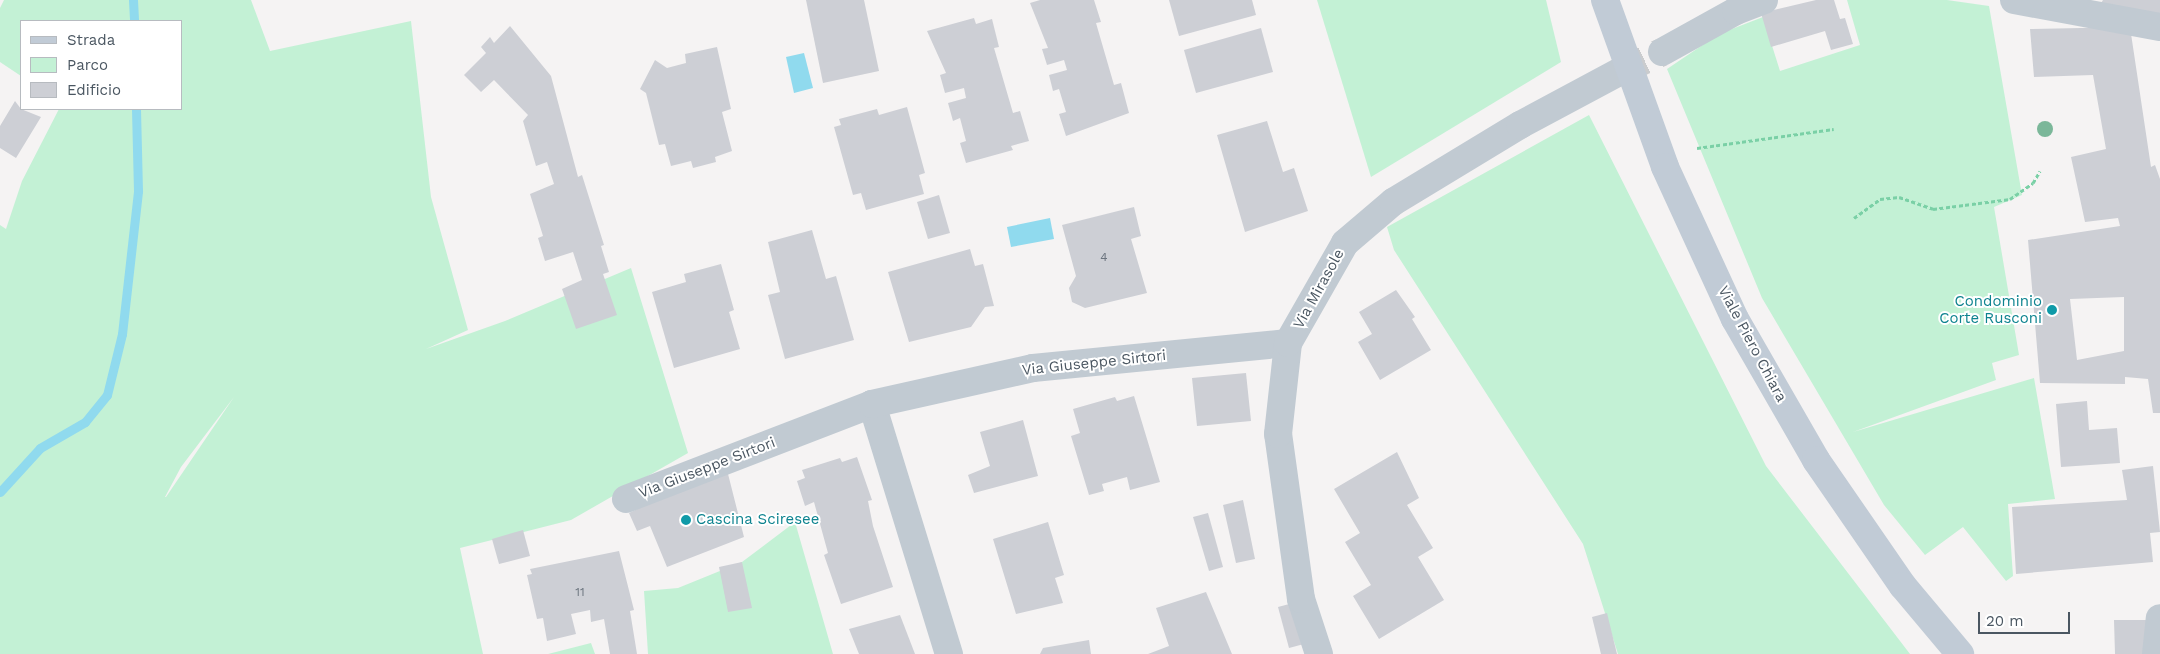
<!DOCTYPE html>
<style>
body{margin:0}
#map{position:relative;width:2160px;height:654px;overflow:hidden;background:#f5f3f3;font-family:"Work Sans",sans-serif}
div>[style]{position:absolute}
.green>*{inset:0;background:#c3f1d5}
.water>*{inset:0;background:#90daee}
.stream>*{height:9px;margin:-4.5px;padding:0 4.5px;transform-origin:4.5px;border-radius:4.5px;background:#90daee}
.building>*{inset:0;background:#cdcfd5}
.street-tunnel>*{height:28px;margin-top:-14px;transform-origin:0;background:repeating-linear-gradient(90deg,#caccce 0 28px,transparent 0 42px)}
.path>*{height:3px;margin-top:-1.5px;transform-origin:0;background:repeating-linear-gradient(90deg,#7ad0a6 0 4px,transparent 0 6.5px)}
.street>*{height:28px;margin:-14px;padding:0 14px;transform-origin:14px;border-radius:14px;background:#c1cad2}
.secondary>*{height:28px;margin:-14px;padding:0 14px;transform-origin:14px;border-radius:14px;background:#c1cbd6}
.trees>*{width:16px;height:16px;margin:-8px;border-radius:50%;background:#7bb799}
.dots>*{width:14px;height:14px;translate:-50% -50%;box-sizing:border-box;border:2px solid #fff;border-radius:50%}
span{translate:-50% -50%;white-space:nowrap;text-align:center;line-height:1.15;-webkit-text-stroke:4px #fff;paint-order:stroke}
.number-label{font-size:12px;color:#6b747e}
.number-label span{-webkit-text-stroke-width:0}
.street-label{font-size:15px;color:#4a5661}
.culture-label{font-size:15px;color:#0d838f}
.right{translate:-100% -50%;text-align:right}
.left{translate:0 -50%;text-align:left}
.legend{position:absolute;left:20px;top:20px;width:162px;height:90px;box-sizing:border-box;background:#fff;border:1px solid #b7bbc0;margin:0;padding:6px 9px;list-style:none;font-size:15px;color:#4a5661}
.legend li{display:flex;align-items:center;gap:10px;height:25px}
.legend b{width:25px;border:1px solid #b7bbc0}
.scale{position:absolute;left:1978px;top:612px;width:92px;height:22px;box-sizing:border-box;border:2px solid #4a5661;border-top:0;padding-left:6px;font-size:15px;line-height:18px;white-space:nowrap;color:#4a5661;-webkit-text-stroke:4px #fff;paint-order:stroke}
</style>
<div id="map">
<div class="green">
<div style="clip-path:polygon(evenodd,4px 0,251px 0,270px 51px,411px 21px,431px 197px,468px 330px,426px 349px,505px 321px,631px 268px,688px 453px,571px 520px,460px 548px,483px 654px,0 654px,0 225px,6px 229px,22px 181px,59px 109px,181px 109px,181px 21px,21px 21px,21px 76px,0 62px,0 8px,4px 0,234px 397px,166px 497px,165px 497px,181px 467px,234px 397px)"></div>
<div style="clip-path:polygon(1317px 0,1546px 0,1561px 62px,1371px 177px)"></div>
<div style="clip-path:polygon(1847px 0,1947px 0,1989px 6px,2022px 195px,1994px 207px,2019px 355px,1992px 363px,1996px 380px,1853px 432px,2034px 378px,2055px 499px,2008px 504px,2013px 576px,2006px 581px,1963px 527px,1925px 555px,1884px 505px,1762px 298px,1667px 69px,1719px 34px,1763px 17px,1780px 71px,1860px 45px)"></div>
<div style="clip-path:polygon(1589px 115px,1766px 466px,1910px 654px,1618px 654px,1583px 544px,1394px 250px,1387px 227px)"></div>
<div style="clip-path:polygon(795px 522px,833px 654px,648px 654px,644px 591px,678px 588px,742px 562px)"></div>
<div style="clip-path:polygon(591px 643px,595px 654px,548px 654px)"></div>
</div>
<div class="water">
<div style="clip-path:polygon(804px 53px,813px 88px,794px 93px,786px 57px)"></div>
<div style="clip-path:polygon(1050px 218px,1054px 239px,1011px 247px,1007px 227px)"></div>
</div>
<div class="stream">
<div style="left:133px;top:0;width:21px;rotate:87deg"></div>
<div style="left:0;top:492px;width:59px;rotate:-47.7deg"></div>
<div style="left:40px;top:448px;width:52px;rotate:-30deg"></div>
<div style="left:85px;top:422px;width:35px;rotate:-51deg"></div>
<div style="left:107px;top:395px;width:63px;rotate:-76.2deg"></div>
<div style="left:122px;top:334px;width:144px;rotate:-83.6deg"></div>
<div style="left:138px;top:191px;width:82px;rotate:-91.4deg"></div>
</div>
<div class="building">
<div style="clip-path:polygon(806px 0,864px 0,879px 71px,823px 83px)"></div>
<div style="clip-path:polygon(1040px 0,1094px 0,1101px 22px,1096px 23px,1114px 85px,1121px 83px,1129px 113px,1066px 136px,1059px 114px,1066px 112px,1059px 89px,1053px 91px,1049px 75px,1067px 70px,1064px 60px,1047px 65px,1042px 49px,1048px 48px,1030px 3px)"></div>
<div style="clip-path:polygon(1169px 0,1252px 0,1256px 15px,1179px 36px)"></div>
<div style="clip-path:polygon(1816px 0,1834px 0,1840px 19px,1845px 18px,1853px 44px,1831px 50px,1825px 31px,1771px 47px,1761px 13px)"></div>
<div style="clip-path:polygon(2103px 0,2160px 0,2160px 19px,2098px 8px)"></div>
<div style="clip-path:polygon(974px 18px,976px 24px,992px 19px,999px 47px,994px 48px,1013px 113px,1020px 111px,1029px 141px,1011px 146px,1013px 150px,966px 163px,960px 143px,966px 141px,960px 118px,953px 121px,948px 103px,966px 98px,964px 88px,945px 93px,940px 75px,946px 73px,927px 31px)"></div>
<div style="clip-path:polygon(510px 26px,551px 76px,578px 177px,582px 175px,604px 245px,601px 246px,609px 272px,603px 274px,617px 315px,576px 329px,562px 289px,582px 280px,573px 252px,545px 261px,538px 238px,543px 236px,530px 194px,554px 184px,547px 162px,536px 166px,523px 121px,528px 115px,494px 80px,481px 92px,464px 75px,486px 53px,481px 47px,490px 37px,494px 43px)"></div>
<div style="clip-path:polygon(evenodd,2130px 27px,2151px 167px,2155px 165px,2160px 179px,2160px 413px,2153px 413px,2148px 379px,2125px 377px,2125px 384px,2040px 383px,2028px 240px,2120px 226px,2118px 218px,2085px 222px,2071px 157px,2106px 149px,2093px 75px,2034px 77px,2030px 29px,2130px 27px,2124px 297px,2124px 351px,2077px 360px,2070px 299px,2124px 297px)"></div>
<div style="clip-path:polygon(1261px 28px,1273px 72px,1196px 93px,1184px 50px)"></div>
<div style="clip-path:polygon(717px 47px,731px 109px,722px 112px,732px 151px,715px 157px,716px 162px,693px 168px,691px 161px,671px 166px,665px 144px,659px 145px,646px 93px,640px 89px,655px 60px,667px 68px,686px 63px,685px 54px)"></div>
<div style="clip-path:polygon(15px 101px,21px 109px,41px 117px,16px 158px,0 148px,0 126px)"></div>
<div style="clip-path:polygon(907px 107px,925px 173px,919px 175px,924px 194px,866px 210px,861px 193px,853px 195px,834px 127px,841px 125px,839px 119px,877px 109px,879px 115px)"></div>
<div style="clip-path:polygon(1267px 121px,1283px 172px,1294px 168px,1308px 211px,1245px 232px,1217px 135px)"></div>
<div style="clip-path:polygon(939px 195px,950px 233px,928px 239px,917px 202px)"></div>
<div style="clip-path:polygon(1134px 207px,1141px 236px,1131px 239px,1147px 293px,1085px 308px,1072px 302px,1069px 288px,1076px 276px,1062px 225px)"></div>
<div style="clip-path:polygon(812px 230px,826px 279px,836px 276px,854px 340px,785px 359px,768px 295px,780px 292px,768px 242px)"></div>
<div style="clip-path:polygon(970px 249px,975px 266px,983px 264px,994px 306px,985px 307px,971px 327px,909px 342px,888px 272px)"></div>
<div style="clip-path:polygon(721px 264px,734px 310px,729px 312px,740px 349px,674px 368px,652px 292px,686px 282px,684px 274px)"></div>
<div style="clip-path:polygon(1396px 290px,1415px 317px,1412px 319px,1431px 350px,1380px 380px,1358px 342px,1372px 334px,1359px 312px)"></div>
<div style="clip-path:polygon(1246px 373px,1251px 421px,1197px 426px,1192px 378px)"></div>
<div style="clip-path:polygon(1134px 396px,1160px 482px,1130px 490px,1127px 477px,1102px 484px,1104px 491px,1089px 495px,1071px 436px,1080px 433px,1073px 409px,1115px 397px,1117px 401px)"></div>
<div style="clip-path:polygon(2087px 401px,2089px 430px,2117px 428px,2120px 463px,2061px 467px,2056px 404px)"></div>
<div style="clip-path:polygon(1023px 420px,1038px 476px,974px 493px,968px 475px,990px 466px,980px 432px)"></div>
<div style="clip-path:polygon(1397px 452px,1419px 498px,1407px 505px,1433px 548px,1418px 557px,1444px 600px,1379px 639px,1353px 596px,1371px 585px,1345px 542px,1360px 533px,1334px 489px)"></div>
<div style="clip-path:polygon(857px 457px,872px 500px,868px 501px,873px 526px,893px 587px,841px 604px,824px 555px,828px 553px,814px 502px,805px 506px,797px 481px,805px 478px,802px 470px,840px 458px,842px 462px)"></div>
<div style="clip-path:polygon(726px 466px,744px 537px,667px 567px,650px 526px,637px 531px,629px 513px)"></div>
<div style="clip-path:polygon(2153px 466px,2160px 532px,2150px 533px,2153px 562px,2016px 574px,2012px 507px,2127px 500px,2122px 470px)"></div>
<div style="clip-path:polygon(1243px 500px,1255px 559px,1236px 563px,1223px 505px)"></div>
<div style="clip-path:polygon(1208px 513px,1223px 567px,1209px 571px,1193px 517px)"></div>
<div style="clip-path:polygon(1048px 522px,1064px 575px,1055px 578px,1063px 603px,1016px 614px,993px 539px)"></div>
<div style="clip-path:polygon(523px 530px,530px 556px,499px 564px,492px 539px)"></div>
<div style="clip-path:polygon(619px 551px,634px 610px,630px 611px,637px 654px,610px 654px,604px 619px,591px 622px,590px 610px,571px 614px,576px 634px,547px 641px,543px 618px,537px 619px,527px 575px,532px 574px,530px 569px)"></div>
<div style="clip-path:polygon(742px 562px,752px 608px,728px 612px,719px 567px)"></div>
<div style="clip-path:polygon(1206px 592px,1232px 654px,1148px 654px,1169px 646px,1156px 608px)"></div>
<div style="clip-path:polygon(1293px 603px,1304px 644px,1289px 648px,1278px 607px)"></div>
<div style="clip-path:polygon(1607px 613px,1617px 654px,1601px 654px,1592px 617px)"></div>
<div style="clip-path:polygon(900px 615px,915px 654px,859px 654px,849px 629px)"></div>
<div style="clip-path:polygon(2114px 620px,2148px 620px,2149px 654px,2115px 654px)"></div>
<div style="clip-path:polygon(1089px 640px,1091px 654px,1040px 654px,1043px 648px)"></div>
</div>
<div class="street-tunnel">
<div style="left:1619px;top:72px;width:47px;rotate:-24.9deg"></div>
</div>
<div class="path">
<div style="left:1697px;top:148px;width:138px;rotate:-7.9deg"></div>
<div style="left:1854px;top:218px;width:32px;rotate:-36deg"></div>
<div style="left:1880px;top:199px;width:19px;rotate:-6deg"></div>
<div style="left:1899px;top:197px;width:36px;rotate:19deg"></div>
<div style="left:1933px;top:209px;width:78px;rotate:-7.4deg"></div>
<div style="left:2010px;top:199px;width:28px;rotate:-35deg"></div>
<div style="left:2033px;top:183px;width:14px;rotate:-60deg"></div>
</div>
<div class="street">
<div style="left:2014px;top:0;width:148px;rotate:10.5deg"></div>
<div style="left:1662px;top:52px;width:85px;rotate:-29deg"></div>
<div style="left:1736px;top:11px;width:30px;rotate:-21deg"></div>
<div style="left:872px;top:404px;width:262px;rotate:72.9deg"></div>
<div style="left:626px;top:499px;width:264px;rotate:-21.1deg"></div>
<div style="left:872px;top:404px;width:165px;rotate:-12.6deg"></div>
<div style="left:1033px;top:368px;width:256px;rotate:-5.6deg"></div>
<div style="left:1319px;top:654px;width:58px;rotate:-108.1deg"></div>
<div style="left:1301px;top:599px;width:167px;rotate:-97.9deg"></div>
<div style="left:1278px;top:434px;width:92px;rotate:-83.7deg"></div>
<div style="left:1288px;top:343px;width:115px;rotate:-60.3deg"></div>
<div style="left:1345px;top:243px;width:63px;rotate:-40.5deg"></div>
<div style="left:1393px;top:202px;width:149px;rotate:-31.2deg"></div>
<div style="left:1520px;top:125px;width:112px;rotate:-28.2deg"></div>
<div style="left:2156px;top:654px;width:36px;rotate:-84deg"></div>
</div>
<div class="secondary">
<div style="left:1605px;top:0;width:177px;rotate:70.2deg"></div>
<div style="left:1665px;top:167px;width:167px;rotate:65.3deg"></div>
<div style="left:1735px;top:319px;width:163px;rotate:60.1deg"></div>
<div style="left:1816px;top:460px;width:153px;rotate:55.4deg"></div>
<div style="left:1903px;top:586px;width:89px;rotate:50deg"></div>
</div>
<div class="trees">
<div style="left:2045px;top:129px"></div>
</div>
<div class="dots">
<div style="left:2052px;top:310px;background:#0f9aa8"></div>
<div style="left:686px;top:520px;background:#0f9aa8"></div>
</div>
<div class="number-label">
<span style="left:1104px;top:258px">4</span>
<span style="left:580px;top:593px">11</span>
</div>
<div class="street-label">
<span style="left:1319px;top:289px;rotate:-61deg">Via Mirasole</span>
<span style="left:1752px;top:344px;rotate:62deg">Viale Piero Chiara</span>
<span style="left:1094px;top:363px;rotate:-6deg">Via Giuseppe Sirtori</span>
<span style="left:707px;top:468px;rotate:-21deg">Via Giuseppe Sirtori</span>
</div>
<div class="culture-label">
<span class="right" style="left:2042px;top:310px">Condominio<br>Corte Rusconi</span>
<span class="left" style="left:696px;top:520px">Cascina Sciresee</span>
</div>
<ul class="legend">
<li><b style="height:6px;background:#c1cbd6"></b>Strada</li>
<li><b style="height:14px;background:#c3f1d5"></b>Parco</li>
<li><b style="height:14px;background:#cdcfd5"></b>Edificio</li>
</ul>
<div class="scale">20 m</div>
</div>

☆ ☆ ☆

> **About this exercise**
Collect the lines of the data that carry the word "stream".

> **Answer for this exercise**
.stream>*{height:9px;margin:-4.5px;padding:0 4.5px;transform-origin:4.5px;border-radius:4.5px;background:#90daee}
<div class="stream">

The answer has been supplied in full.